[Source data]
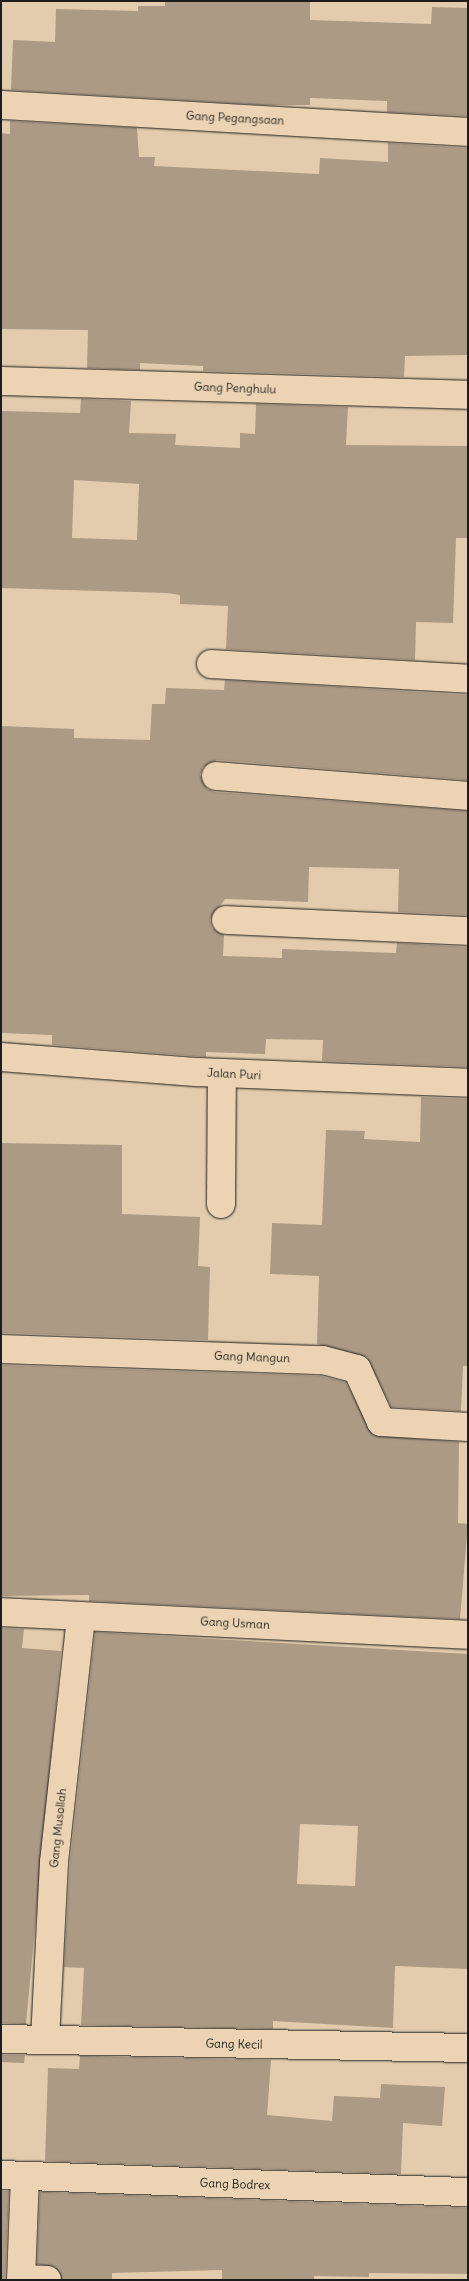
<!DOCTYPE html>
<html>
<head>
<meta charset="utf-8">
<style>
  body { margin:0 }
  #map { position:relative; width:469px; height:2281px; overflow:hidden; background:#e3ccad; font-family:Delius,sans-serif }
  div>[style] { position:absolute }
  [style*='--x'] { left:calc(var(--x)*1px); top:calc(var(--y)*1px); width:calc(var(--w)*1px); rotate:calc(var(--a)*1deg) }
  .building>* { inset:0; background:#ac9a85 }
  .roads { filter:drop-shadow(0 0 1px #1c1c1c) drop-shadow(0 0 1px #1c1c1c) }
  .minor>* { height:28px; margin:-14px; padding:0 14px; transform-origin:14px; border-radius:14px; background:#ebd3b3 }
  span { translate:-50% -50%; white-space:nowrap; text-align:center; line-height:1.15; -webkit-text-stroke:4px #ebd3b3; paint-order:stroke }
  .street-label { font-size:12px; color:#1c1c1c }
  .frame { position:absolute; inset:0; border:2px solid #1c1c1c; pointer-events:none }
</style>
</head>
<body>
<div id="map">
  <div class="building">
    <i style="clip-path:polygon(165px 1px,310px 1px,310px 20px,431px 24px,432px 7px,468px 8px,468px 116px,387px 112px,387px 101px,310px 98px,310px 105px,264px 105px,11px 90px,13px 40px,55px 42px,56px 9px,138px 11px,138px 6px,165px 6px)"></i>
    <i style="clip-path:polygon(10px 121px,137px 128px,139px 157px,155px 157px,154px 166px,319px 174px,320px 158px,388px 162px,388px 143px,468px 148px,468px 355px,405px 356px,404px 377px,203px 371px,203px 366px,140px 363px,140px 370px,87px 368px,88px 330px,1px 329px,1px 133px,10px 134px)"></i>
    <i style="clip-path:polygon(evenodd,81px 399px,131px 401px,129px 433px,176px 434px,175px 445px,240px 448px,240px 433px,255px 434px,256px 404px,348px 407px,346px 445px,468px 446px,468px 538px,456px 538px,453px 623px,416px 622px,415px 660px,226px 649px,228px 606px,180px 604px,180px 595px,167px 593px,1px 588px,1px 411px,80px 413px,81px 399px,74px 480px,139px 484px,137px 540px,72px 538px,74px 480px)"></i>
    <i style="clip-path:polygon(225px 680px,468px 695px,468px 780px,217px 760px,203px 767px,200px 775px,207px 789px,215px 792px,468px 811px,468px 915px,398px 912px,399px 869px,309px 867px,308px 902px,225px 899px,210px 920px,212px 928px,224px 935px,223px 956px,282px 958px,282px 949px,396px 953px,397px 943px,468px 947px,468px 1067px,322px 1061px,323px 1040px,266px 1039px,265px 1054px,206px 1052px,206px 1057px,52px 1045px,52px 1035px,1px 1033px,1px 726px,74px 729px,74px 738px,150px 740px,152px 704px,165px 704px,166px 688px,224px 690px)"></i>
    <i style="clip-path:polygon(421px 1097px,468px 1099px,468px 1366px,463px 1366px,461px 1411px,391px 1407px,367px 1357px,317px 1344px,319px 1276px,270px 1274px,272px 1223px,322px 1225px,326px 1130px,365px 1131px,364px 1139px,420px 1142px)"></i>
    <i style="clip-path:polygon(1px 1143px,122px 1145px,122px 1214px,200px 1217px,198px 1266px,210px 1267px,208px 1340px,1px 1333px)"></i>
    <i style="clip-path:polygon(1px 1365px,321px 1376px,346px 1382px,373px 1435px,459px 1442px,458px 1523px,468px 1524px,460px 1619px,89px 1601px,89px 1595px,1px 1596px)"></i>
    <i style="clip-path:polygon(1px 1628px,24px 1629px,22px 1648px,61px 1651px,26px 2024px,1px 2023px)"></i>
    <i style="clip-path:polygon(evenodd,95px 1632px,468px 1654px,468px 1969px,395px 1966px,393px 2028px,273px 2021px,273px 2029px,81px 2025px,84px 1968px,64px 1967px,70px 1863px,95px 1632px,300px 1824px,358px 1826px,355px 1886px,297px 1884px,300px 1824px)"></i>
    <i style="clip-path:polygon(1px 2055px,25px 2055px,24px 2063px,1px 2062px)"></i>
    <i style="clip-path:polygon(80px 2056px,271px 2060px,267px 2115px,332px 2121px,334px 2096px,380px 2098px,381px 2084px,445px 2087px,442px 2126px,403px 2123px,401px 2174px,45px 2161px,48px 2068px,79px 2069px)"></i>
    <i style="clip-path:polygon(1px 2191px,9px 2191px,5px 2280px,1px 2280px)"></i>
    <i style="clip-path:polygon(40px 2192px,468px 2208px,468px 2274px,369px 2273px,369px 2277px,314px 2276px,314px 2280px,222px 2280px,222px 2270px,112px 2273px,112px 2280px,62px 2280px,55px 2267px,37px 2264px)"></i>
  </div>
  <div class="roads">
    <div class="minor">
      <i style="--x:1;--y:105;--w:468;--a:3.3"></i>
      <i style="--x:1;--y:381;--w:467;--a:1.7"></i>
      <i style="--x:211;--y:664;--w:257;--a:3.3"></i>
      <i style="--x:216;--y:776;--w:253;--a:4.5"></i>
      <i style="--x:226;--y:920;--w:242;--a:2.6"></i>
      <i style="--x:1;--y:1057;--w:198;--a:4.4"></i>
      <i style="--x:198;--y:1072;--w:270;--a:2.3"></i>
      <i style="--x:221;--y:1204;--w:131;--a:-89.6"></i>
      <i style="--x:1;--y:1349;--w:322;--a:2"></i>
      <i style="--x:323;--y:1360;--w:35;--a:15"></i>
      <i style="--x:357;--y:1369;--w:58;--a:65.6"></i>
      <i style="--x:381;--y:1422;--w:87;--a:3.3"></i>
      <i style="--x:1;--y:1612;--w:468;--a:2.8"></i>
      <i style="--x:1;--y:2039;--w:467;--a:1.1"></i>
      <i style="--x:45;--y:2040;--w:178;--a:-87.1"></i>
      <i style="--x:54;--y:1862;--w:247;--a:-83.7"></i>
      <i style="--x:1;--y:2175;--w:467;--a:2.1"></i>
      <i style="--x:21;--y:2279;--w:26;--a:2"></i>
      <i style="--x:21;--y:2280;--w:104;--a:-87.8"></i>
    </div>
  </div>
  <div class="street-label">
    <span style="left:235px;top:118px;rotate:3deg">Gang Pegangsaan</span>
    <span style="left:235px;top:388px;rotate:2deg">Gang Penghulu</span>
    <span style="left:234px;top:1074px;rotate:3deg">Jalan Puri</span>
    <span style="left:252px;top:1357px;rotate:2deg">Gang Mangun</span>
    <span style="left:235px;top:1623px;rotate:3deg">Gang Usman</span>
    <span style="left:58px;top:1828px;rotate:-84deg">Gang Musollah</span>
    <span style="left:234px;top:2044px;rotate:1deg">Gang Kecil</span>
    <span style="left:235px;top:2184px;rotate:2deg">Gang Bodrex</span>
  </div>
  <div class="frame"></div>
</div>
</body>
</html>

— Exercise requirements —
Some lines in the data above hold the string "width". Find and copy each of them.

— Result for this task —
  #map { position:relative; width:469px; height:2281px; overflow:hidden; background:#e3ccad; font-family:Delius,sans-serif }
  [style*='--x'] { left:calc(var(--x)*1px); top:calc(var(--y)*1px); width:calc(var(--w)*1px); rotate:calc(var(--a)*1deg) }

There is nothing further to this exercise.